- When does it make sense to switch to an LLC?
- What is the legal process of switching from a sole proprietorship to an LLC?
- How can you make this switch as quick and easy as possible?
Q: How do I change from a sole proprietorship to LLC with IRS?
A: First, file your articles of organization with the IRS. Next, register your business as an LLC. The last stage is to reapply for any licenses you might need to operate legally in your state.
An increasing number of sole proprietors are registering their companies as LLCs in the United States.
From 2001 to 2008, the number of sole proprietorships registered as LLCs jumped from about 127,000 to almost 843,000.
While sole proprietorships are still the most common type of business in the United States, entrepreneurs across the nation are quickly realizing just how beneficial LLCs can be.
In fact, the Pew Research Center reports that about 30% of all jobs are held by self-employed individuals and their employees.
If you’re waking up to these advantages, you’re probably trying to figure out how to switch sole proprietorship to LLC.
The process is quite simple:
- Get help from professionals
- Research, choose and reserve a name for your LLC
- Designate a registered agent
- File your articles of organization
- Create an operating agreement
- Re-register your new LLC with the IRS
- Make sure you have the necessary licenses and permits
- Get insurance
- Create a business account for your LLC
If this seems a little complex, don’t worry. We’ll cover each of these steps in more depth.

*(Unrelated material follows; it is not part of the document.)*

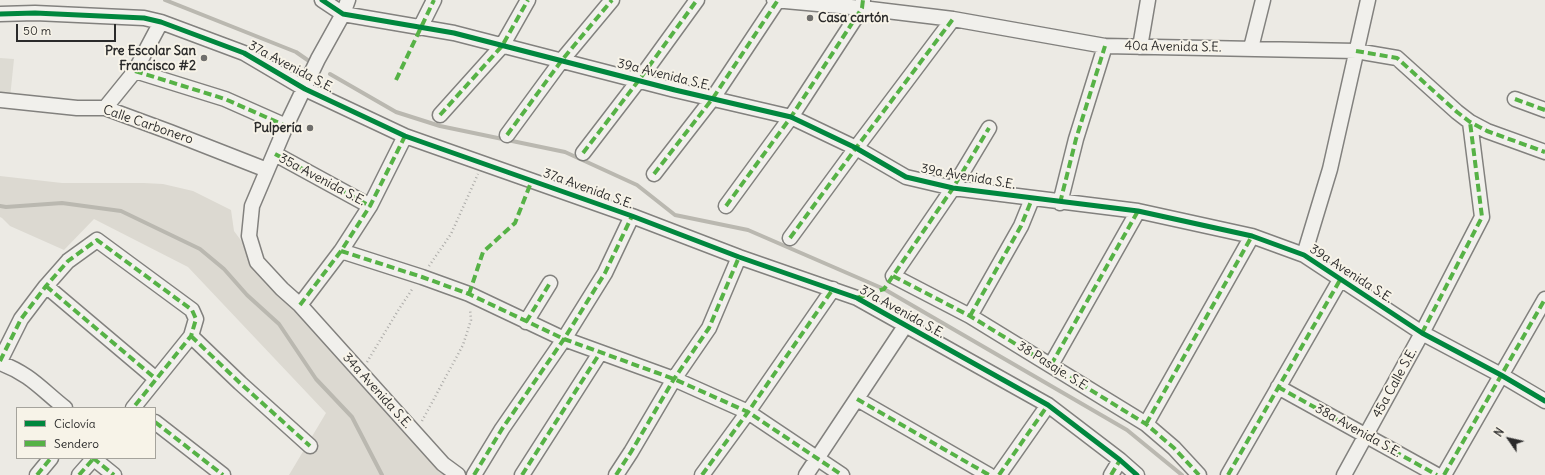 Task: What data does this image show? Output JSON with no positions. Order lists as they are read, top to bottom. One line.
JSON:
{"streets":{"street":["40a Avenida S.E.","37a Avenida S.E.","39a Avenida S.E.","Calle Carbonero","35a Avenida S.E.","38 Pasaje. S.E","45a Calle S.E.","34a Avenida S.E.","38a Avenida S.E."]},"crossings":[["40a Avenida S.E.","45a Calle S.E."],["37a Avenida S.E.","34a Avenida S.E."],["39a Avenida S.E.","38 Pasaje. S.E"],["39a Avenida S.E.","45a Calle S.E."],["39a Avenida S.E.","34a Avenida S.E."],["Calle Carbonero","34a Avenida S.E."],["35a Avenida S.E.","34a Avenida S.E."],["45a Calle S.E.","38a Avenida S.E."]],"places":["Casa cartón","Pre Escolar San Francisco #2","Pulpería"],"legend":["Ciclovía","Sendero"],"scale_bar":"50 m","north":"top left"}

Read More: Using a Virtual Address for LLC Registration
While transitioning to an LLC can seem like a daunting process at first, you’ll quickly learn that it’s much easier than it appears.
But why should you even choose an LLC in the first place? What are the advantages of this business type? And how can you make the switch as easy as possible?
Let’s find out…
- When should you switch from a sole proprietorship to an LLC?

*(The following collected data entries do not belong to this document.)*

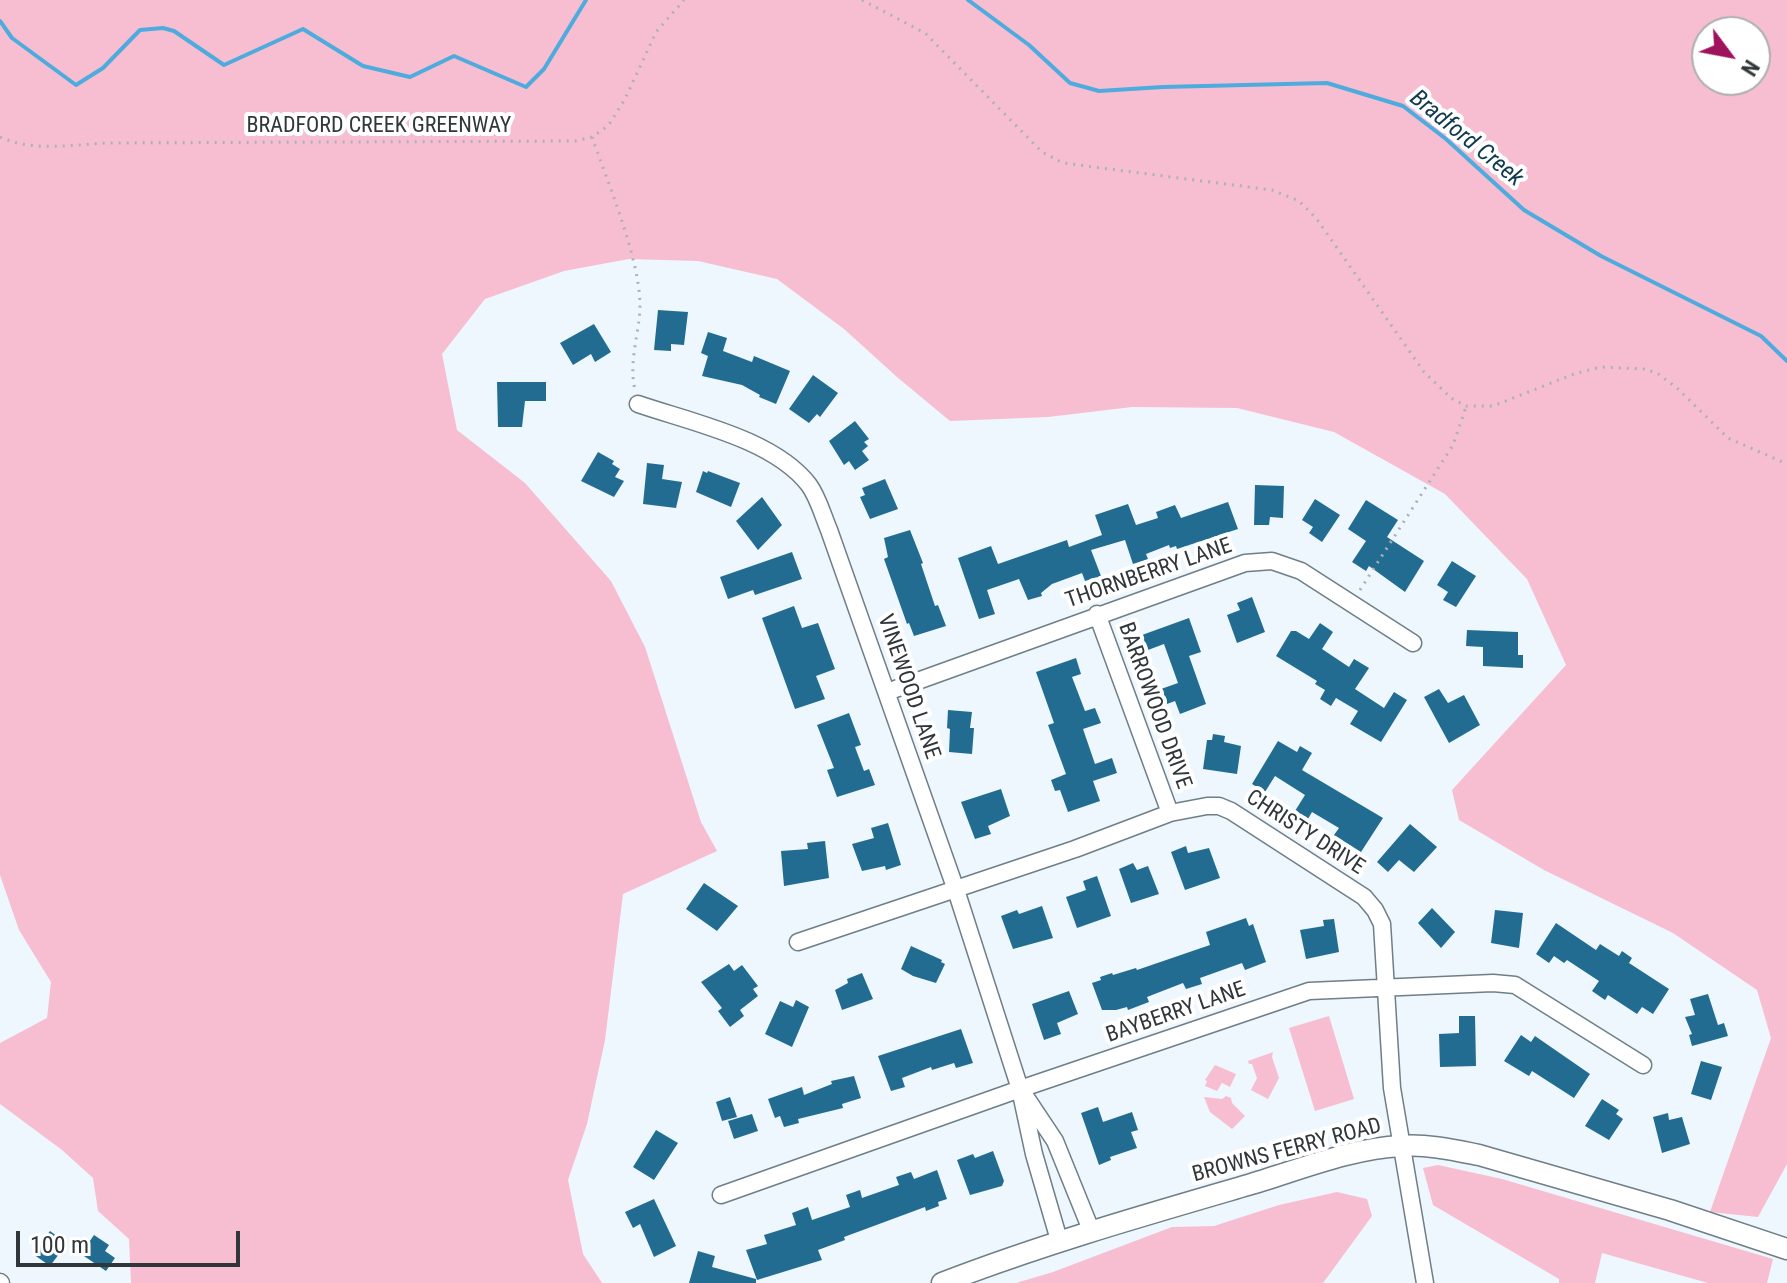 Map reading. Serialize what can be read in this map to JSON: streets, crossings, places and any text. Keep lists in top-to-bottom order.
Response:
{
  "streets": {
    "street": [
      "THORNBERRY LANE",
      "VINEWOOD LANE",
      "BARROWOOD DRIVE",
      "CHRISTY DRIVE",
      "BAYBERRY LANE",
      "BROWNS FERRY ROAD"
    ],
    "path": ["BRADFORD CREEK GREENWAY"]
  },
  "crossings": [
    ["THORNBERRY LANE", "VINEWOOD LANE"],
    ["THORNBERRY LANE", "BARROWOOD DRIVE"],
    ["VINEWOOD LANE", "CHRISTY DRIVE"],
    ["VINEWOOD LANE", "BAYBERRY LANE"],
    ["VINEWOOD LANE", "BROWNS FERRY ROAD"],
    ["BARROWOOD DRIVE", "CHRISTY DRIVE"],
    ["CHRISTY DRIVE", "BAYBERRY LANE"],
    ["CHRISTY DRIVE", "BROWNS FERRY ROAD"]
  ],
  "water": ["Bradford Creek"],
  "scale_bar": "100 m",
  "north": "bottom right"
}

- What do I need to do in order to switch from a sole proprietorship to an LLC?
- How can I make this process as easy as possible?
When should you switch from a sole proprietorship to an LLC?

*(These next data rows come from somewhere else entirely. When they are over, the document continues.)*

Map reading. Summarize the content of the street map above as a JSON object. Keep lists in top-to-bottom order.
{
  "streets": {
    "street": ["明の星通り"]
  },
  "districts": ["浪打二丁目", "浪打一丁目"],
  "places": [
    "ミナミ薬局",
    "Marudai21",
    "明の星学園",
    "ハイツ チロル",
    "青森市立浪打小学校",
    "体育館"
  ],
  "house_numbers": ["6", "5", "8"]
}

So why should you even consider an LLC in the first place?
An LLC offers a number of advantages, including:
- Legal protection
- Tax benefits
- More flexibility
Many entrepreneurs are primarily attracted to the legal protections offered by an LLC.
The truth is that even the most innocuous, innocent businesses can be sued. If you’re running a sole proprietorship, your personal assets are under threat whenever you face a lawsuit.
This means that if someone sues you for everything you’re worth, you could lose your house, your car, and even your prized collection of baseball cards.
And remember, you could be sued by your customers and your employees. Whether a customer slips and falls in your store or an employee files a sexual harassment claim against you, you could lose everything.
An LLC provides you with a layer of protection against these lawsuits, and it helps keep business and personal assets separate. This means that if your business is sued, plaintiffs can only take what belongs to the LLC – not what belongs to you personally.
As long as you keep your personal and business assets separate, you can enjoy these reliable legal protections.
In many ways, a single-member LLC is virtually identical to a sole proprietorship in the eyes of the IRS. When you switch sole proprietorship to LLC, IRS officials don’t really care because unless you select certain tax statuses, nothing has changed from their perspective.
In fact, the IRS classifies single-member LLCs as “non-existent entities.”
This is because profits from normal LLCs are passed through to you as personal income, and normal LLC owners simply pay taxes on this income through their personal tax returns.
This is advantageous because you avoid the “double-taxation” issue that is often seen with other corporation types.
It’s also worth mentioning that an LLC can experience “flat taxes” that do not change based on normal income brackets. With an LLC, you can avoid being taxed at a higher rate simply because you earned more money in the previous year.
For example, states like California have a flat tax of about 8.8% for many eligible LLCs.
An LLC can be taxed in many different ways, providing a considerable degree of flexibility.
While you can choose the normal taxation method for LLCs and experience “pass-through” taxes, you can also choose to be taxed as an “S-Corp” or a “C-Corp.”
An “S-Corp” is technically a tax status rather than a type of business. This option allows you to pay yourself a “reasonable salary,” which results in tax-exempt dividends and a reduction of self-employment taxes.
A C-Corp helps you keep funds inside the business while paying yourself dividends. You can invest money that is kept within the business, growing your funds without paying as much personal income tax. While C-Corps are subject to double-taxation, they can be highly advantageous with the right strategy.
The point is simple:
An LLC gives you almost unparalleled flexibility, allowing you to choose exactly how you want your business to be taxed.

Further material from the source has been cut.